Thanks, Adam. We're coming up on time here. I know we didn't get to all the questions. But Glen, is there any final thoughts you want to leave folks with today as we wrap up?

Glen DeVos

executive
#45

Yes. Thanks, Jeff. And thanks to Mike, Todd and Adam for the questions as well. I'd like to wrap up by saying when you think about lidar, it was always initially tied to autonomous driving and autonomy or subsystems. And that -- as we've seen, that's taking time. It takes time for those markets to develop. I think we all thought automated driving and robo taxis would be all around us a lot sooner. What that will have, and we're happy to be part of that and excited about what we're doing there. But ultimately, that our end market diversity strategy going after industrial, building the security and defense -- that's why that's so important because those markets, particularly industrial, security and defense are going to bring us near-term revenue. That's what's driving to a large part, driving '26, '27, '28, that $500 million in bookings, the majority of that is actually in industrial and security and defense, not in automotive.

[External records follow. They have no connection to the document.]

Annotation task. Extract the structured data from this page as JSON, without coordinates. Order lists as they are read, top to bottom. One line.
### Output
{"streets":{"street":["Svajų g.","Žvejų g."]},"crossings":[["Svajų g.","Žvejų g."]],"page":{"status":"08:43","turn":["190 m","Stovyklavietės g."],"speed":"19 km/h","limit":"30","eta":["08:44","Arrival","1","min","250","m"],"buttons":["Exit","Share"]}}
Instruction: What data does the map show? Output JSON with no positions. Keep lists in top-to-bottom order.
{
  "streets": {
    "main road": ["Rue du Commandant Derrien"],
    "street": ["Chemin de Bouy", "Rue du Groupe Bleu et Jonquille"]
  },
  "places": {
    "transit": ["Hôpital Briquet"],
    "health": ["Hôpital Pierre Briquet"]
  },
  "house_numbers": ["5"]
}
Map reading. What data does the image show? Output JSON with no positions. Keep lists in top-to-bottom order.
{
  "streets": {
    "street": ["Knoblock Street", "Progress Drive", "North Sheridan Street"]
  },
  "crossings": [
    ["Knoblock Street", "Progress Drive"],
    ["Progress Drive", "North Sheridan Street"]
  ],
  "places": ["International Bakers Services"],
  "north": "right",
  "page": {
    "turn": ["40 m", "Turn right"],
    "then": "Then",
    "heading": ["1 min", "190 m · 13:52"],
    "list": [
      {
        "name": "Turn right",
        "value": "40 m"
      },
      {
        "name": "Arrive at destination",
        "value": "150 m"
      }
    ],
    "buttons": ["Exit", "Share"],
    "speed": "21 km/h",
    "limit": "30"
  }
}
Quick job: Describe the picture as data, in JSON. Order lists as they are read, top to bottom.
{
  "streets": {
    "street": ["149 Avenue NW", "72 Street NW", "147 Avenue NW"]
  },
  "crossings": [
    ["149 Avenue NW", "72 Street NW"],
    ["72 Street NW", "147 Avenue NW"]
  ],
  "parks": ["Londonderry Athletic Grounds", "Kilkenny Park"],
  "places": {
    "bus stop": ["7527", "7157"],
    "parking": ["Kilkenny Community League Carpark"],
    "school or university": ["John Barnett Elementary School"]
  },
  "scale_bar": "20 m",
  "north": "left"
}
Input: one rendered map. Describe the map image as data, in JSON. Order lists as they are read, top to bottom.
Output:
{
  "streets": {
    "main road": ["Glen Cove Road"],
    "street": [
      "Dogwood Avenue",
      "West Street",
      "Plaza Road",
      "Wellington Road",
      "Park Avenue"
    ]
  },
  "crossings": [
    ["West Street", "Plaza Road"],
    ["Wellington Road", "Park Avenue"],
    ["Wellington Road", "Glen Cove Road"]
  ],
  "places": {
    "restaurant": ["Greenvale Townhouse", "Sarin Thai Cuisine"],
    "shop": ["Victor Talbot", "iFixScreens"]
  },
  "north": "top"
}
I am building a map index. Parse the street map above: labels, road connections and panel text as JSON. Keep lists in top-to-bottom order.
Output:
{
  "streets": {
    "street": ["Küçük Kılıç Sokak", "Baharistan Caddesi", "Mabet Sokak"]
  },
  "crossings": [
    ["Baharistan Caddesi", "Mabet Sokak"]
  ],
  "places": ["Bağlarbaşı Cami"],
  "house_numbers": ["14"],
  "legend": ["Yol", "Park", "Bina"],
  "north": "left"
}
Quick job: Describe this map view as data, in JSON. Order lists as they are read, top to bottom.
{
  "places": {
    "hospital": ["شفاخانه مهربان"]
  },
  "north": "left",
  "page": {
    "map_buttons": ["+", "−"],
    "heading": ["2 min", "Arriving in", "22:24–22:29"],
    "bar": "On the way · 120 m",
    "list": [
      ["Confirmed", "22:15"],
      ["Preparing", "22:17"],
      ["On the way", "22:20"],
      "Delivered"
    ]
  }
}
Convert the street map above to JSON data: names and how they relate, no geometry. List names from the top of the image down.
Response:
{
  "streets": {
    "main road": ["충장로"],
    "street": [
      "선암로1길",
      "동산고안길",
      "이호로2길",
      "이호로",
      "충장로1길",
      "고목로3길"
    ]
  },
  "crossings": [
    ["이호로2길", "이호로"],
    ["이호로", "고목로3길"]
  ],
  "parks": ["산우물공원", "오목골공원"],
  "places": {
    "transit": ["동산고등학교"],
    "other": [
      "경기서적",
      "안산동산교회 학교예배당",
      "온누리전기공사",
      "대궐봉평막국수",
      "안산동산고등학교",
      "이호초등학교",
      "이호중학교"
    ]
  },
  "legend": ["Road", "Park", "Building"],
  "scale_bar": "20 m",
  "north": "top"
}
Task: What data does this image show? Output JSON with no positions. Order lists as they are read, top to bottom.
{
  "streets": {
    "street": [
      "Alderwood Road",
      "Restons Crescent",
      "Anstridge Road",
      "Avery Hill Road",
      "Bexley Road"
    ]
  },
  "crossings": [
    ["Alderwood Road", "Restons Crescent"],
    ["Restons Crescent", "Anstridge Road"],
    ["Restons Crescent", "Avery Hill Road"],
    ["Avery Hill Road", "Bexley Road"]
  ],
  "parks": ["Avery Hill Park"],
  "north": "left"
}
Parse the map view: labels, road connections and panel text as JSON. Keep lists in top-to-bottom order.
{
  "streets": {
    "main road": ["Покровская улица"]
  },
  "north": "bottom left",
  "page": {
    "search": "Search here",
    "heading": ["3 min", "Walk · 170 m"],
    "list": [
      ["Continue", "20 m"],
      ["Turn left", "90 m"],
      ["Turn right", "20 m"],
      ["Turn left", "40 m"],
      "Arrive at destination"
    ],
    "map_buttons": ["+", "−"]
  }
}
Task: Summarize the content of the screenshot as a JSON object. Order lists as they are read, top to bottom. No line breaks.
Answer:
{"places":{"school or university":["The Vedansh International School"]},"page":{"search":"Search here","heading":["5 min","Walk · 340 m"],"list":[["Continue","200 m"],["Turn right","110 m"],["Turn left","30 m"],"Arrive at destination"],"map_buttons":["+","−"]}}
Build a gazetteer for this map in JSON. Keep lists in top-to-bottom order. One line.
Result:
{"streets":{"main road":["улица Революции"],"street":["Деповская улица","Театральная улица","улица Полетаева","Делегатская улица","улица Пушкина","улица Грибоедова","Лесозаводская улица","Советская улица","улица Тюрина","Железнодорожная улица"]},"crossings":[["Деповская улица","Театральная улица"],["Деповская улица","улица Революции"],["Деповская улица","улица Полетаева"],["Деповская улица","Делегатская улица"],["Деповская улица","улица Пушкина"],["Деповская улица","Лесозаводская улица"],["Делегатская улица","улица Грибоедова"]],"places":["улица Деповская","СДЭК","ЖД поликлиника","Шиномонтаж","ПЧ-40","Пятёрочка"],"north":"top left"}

Automotive will come on the horizon, but that's where that booking opportunity really, really is focus on is on industrial, security and defense. But the good news there is that gives us revenue diversity. It gives us revenue resilience. It means I'm not dependent on one market or one customer. I have the ability to grow across multiple end markets, many, many customers and that having those multiple pathways for growth, that is our continued focus. We have momentum. This is the exciting part is when I was reviewing the quotes and the opportunities this morning, getting the order in this morning, that momentum is happening. And I hope, as I said earlier, I hope you can share in that excitement that we feel about the business that market vision is building. With that, Jeff, I'll turn it back to you.

Unknown Executive

executive
#46

Yes. Thanks, Glen. So thanks for joining us. Today's webinar really aim to provide a high-level look at how MicroVision is creating opportunities across these multiple markets and how the team is executing against that strategy. So just as a reminder, we only shared some selected highlights from each business and so for investors who are looking to go deeper into the technologies, the demonstrations, some of the customer applications, the market opportunities that were discussed today, we're going to be making a full length version of that content available on the Investor Relations section of the website. So we encourage you to spend a little bit of time with that content following today's event. And with that, I'll just say thank you for joining us today and spending some time with the MicroVision team.

Unknown Executive

executive
#47

Thanks, everyone.

Operator

operator
#48

Thank you. This concludes today's call. All parties may disconnect and have a great day.